Once up and running you can navigate to the default UI url http://localhost:16686/ to start viewing your logs. It order to get something showing up you will need to run the app and begin pushing some logs to Jaeger.

Setting up New Relic

Everything is now setup from a code perspective, its time to create everything we need in New Relic. This step is quite quick and painless, a new key can be created from the API Keys section. Once there follow the Create a Key button. The form requires the following,

  • Account - Set this to whatever you want
  • Key Type - Set this to Ingest - Licence
  • Name - Set this to whatever you want, however it does make sense to match this up with the service name set in the section "Configuring the Tracer"

new-relic-adding-new-api-key

Once thats created you should get an option to copy the key which is passed into your OTLPTraceExporter. As for the URL you can find New Relics OTLP endpoints on this link. Now that we have the settings needed we can change the OTLPTraceExporter to include the New Relic settings.

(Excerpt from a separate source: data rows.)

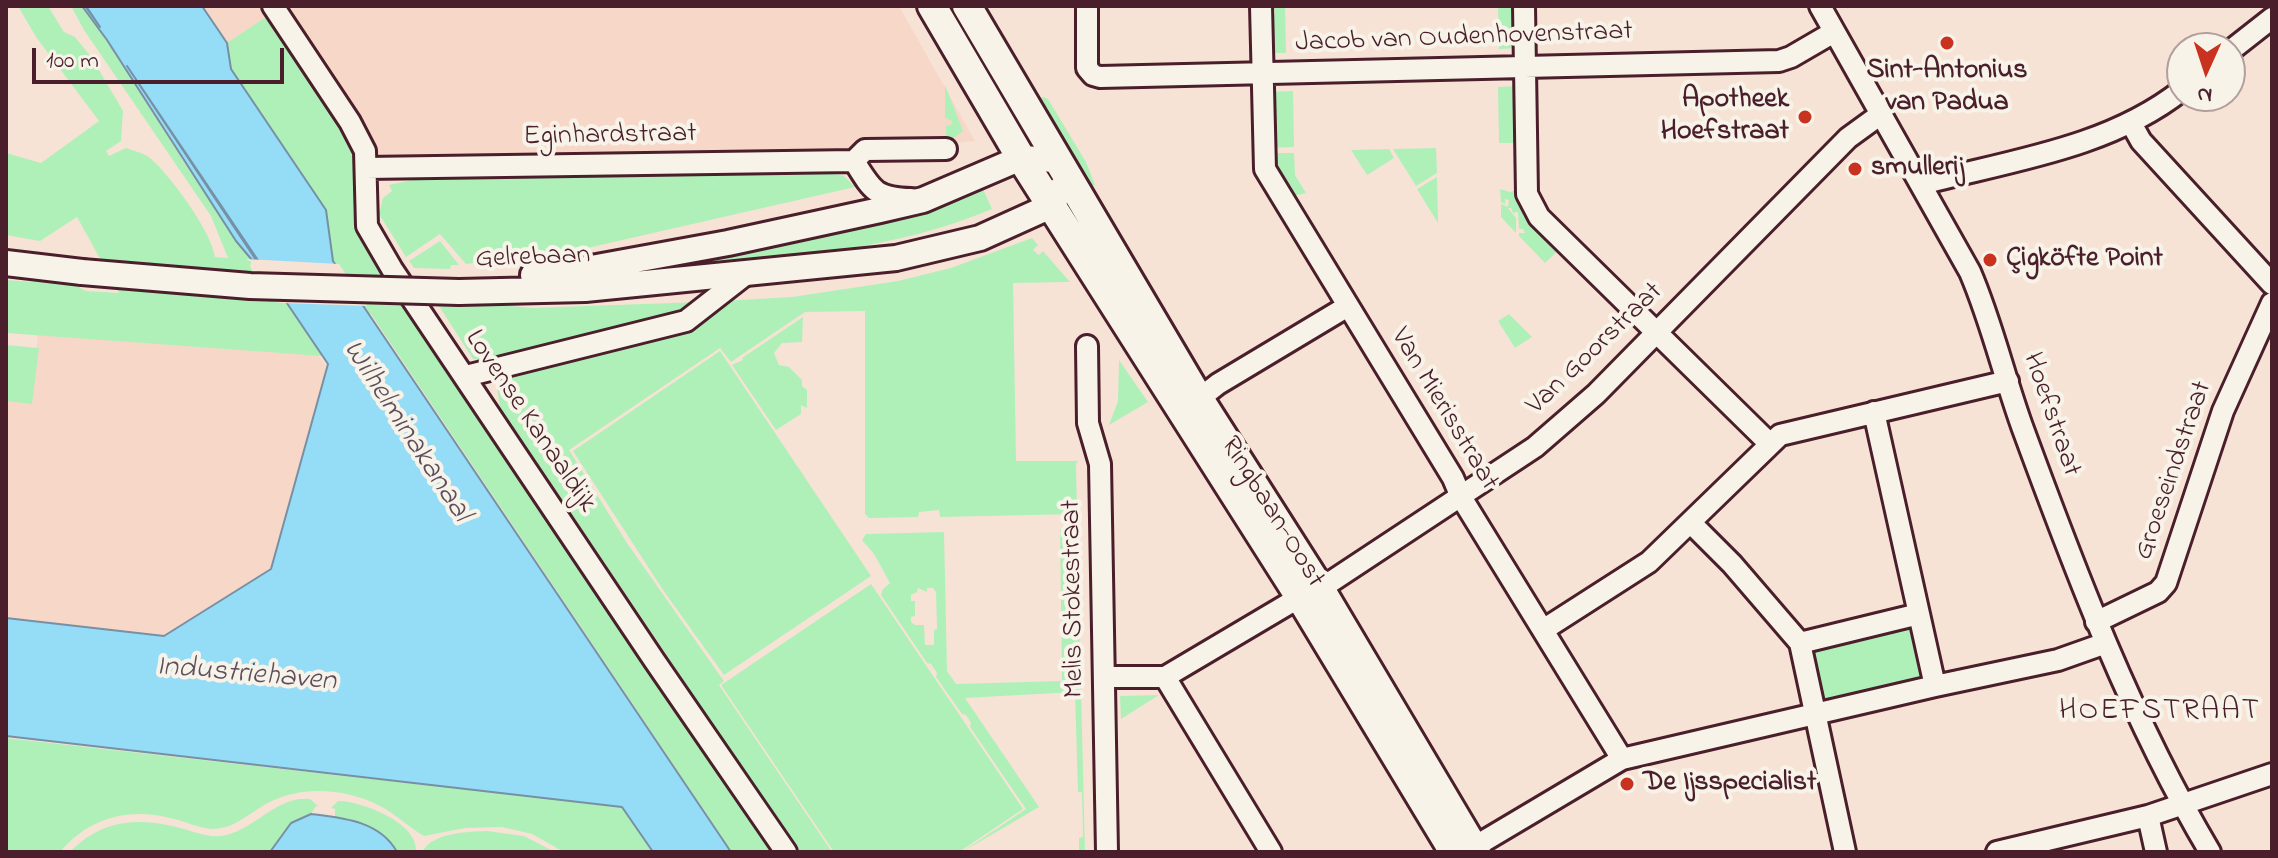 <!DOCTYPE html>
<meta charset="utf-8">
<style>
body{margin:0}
#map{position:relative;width:2278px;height:858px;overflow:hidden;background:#f7e3d5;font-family:"Indie Flower",sans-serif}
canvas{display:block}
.frame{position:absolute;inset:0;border:8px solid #4a1f2b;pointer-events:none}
.north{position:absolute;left:2166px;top:32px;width:80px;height:80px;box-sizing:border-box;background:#f7f3e8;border:2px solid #b29e9c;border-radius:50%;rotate:183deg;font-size:22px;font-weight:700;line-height:32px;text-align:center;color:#4a1f2b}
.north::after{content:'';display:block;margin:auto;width:28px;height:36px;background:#c8321e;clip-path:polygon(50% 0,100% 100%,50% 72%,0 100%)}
.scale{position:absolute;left:32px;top:48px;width:252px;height:36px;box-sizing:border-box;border:4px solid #4a1f2b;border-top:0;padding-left:10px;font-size:24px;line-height:28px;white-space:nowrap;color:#4a1f2b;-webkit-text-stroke:6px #f7f3e8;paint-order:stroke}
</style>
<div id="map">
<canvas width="2278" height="858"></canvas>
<div class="frame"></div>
<div class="north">N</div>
<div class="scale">100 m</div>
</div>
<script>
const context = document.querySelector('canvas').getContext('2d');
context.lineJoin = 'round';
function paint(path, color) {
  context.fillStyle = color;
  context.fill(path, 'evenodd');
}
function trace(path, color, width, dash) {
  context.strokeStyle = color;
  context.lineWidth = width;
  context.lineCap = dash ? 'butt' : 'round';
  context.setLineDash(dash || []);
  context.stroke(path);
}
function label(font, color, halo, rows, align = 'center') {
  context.font = font + ' "Indie Flower",sans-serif';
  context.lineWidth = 8;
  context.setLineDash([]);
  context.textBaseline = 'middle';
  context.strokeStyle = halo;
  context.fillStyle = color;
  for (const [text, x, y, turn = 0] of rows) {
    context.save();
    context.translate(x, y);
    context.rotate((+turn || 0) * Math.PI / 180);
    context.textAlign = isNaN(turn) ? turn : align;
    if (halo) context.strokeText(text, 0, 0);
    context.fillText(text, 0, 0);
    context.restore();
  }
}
const built = new Path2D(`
 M198,6H899L975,141L877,151L303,157Z
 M38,333L317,354L329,369L282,595L164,654L6,633V398L31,401Z`);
const green = new Path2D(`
 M18,6H48L64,32L75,37L92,58L123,111L121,141L106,151L109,156L126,148C134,151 144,153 150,158C170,175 212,232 215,257L228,258L211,216L84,30L71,6H82L107,40L185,164L252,260L250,266L252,270L275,302L281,303L283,297L322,356L6,333V280L80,285V288L86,291L119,293L77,217L40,241L6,235V153L41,163L99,121L36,37Z
 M1269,6H1285L1286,53H1267L1275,11Z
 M1498,6H1519V48L1499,49Z
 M269,15L342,124L350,141L355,169L353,211L357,224L353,226L415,312L412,314L681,713L684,712L691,721L688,724L775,852H732L371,314H369L333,261L326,210L231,69L227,43Z
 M945,85L963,131L951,140L946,139V126L951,125L952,121L945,118Z
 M1520,86L1521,143H1499L1498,87Z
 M1293,91L1294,147L1269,148L1268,92Z
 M1043,97L1048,99L1086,162L1095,185L1088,188L1035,101Z
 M1436,148L1437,173L1416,186L1393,149Z
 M1389,149L1394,158L1367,175L1351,150Z
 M1270,153H1294L1295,175L1306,193L1293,196L1271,170Z
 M831,169L832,173L844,176L855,187L583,249L466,264L440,234L406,257L379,214L383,198L392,191L389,185L417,179Z
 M1437,177L1438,223L1417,189Z
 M983,189L992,209C898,249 795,256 694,267L693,261L915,214Z
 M1500,189L1510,192L1518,189L1562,247L1545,263L1519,236V233H1525L1523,229H1519L1518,212L1513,213L1511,208H1508L1516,218V233L1501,217V204L1508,207L1509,200L1505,199V204L1501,202Z
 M1032,238L1038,245L1033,250L1039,255L1043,251L1070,282L1013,283L1016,461H1078L1076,464L1077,514L940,517L939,510L919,512L918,517L869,518L865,514V311L805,312L731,362L720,348L569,450L627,543L721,677L724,681L719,685L832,852H799L500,407L497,388L505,374L722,301L792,297L898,281L951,268Z
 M440,241L459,265H451L450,269L414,268L409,261Z
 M700,302L691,311L485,361L473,359L437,303H482L531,308Z
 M1509,314L1532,337L1515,348L1498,321Z
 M803,317L802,342L782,343L774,353L779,365L789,367L802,380V386L807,390V408L801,405V414L776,430L732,365L743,360L742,358Z
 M6,345L39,348L32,404L6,401Z
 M720,351L871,576L724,675L663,590L573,451Z
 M1119,360L1148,402L1109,425L1118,401Z
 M1077,529L1085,852H1079V838L1083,837L1082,792H1078L1075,692L965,698L1039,807L962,852L1026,809L970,727L971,723L966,715L962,714L936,677L937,673L931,664L927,663L881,595L883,589L890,583L874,554L862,540L866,534L944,532L947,671L956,684L1062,681L1060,530ZM918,588L927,592V588H933L936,592L937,629L934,630V645H925L924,625H915L911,622V617L915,616V601H911V595L917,592Z
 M871,584L1023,809L959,852H834L721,685Z
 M1916,620L1929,682L1818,708L1805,647Z
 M1159,695L1121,719L1120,696Z
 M6,738L622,807L652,852H564L532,834L502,827L465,828L424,836C408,827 395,813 378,805C345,788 299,785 266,804C248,814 234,829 212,829C198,828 184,821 170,818C129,807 88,818 60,852H6Z
 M310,799L319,807L316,806L311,814L291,823L270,852H70C103,818 140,817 184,829C198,833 212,839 226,835C257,828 276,796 310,799Z
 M338,801C362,801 419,823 416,852H397C383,831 359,820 335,817V809L331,808Z
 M487,831L524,836L555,852H422C433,832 467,832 487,831Z`);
const water = new Path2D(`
 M82,6H85L100,27L86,6H202L227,43L231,69L326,210L333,261L731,852H653L622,807L6,736V618L164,636L271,569L328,364L127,66L256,260H252L236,241L107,40Z
 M311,814C343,818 380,821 397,852H270L291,823Z`);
const pier = new Path2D(`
 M246,259L339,264L367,306L282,303L256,264Z`);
const minor = new Path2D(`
 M273,6L350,122L365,151L367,226L392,269L654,660L786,852
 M1087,6V68L1093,75L1100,77L1779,61L1791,57L1834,32
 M1261,6L1265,169L1453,478L1461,497L1622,759
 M1524,6L1527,194L1539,217L1770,444
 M1820,6L1970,272C1992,323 2004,377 2023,429C2076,573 2131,719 2210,852
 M2230,51L2272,18
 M2131,123L2141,141L2272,284
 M854,161C872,190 875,198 911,199
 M366,168L854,161L865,150L946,149
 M1921,184C2009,161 2109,148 2182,90
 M1087,346L1088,423L1100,464L1107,852
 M466,376L686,321L745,275
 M1199,399L1218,384L1348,306
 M1874,412L1919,614
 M1691,523L1732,564L1800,643
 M1320,589L1535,447L1596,394L1848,138L1881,114
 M2096,622L2158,592L2166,583L2223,411L2272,303
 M1543,630L1649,562L1780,435L2008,381
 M1105,677H1165L1300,597
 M1165,677L1271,852
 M2148,816L2156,852
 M1474,847L1622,759L1935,686L2058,660L2106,643
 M1845,852L1800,643L1919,614L1935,686
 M1997,852L2148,816L2272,774`);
const tertiary = new Path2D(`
 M6,263L82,272
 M533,275L564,273L728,243L880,210L923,200L1021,158L1056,160
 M459,292L585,289L896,258L980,238L1053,205L1059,190`);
const secondary = new Path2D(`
 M932,6L1021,158L1300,597L1454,852
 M967,6L1199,399L1320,589L1476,852`);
const tertiaryBridge = new Path2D(`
 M82,272L250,286L459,292`);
const markers = [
 [1947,43,8,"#c8321e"],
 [1805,117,8,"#c8321e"],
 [1855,169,8,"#c8321e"],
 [1990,260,8,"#c8321e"],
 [1627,784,8,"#c8321e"]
];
const streetNames = [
 ["Jacob van Oudenhovenstraat",1464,39,-2],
 ["Eginhardstraat",610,137,-1],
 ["Gelrebaan",533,259,-2],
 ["Van Goorstraat",1596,350,-44],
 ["Van Mierisstraat",1443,410,59],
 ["Hoefstraat",2050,415,71],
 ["Lovense Kanaaldijk",529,422,56],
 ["Groeseindstraat",2175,471,-71],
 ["Ringbaan-Oost",1271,513,58],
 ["Melis Stokestraat",1075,599,-91]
];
const poiNames = [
 ["Sint-Antonius",1947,72,"center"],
 ["van Padua",1947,104,"center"],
 ["Apotheek",1789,101,"right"],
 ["Hoefstraat",1789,133,"right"],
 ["smullerij",1871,169],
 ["Çigköfte Point",2006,260],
 ["De Ijsspecialist",1643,784]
];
const waterNames = [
 ["Wilhelminakanaal",405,432,57],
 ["Industriehaven",246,676,5]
];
const neighbourhoodNames = [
 ["HOEFSTRAAT",2160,713]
];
paint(built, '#f7d8c8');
paint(green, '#aff0b9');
paint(water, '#95dcf7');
trace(water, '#7790a5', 2);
paint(pier, '#f7e3d5');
trace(minor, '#4a1f2b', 26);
trace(tertiary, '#4a1f2b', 30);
trace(secondary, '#4a1f2b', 34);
trace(minor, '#f7f3e8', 20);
trace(tertiary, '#f7f3e8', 24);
trace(secondary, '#f7f3e8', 28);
trace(tertiaryBridge, '#4a1f2b', 30, []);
trace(tertiaryBridge, '#f7f3e8', 24);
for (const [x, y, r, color] of markers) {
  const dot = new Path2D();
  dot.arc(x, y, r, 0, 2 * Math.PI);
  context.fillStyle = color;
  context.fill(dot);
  trace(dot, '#f7f3e8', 3);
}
label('28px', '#4a1f2b', '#f7f3e8', streetNames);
label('bold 28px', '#4a1f2b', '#f7f3e8', poiNames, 'left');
label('italic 30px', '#5d4e5e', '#f7f3e8', waterNames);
context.letterSpacing = '2px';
label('30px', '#4a1f2b', '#f7f3e8', neighbourhoodNames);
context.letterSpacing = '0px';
</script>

const otlpExporter = new OTLPTraceExporter({ url: 'https://otlp.nr-data.net:443', headers: { "api-key": `API KEY GOES HERE`, }, });

Once setup you will need to send your first log before anything appears in New Relic. Once you have results will show up in APM & Services > Services - OpenTelemetry > Click on your app name > Distributed Tracing. You can drill down to view the span events and attributes.

New Relic also has a second method of viewing your logs through the use of NRQL queries. You can query your data by visiting Query Your Data and entering the following query,

SELECT * FROM SpanEvent WHERE span.id IN ( SELECT id FROM Span WHERE otel.library.name = 'YOUR APP NAME HERE' )

And thats it, hope this was useful for someone! Before you get integrating note that there might be some logging providers that have a much easier integration with New Relic, sentry.io seems like one of them.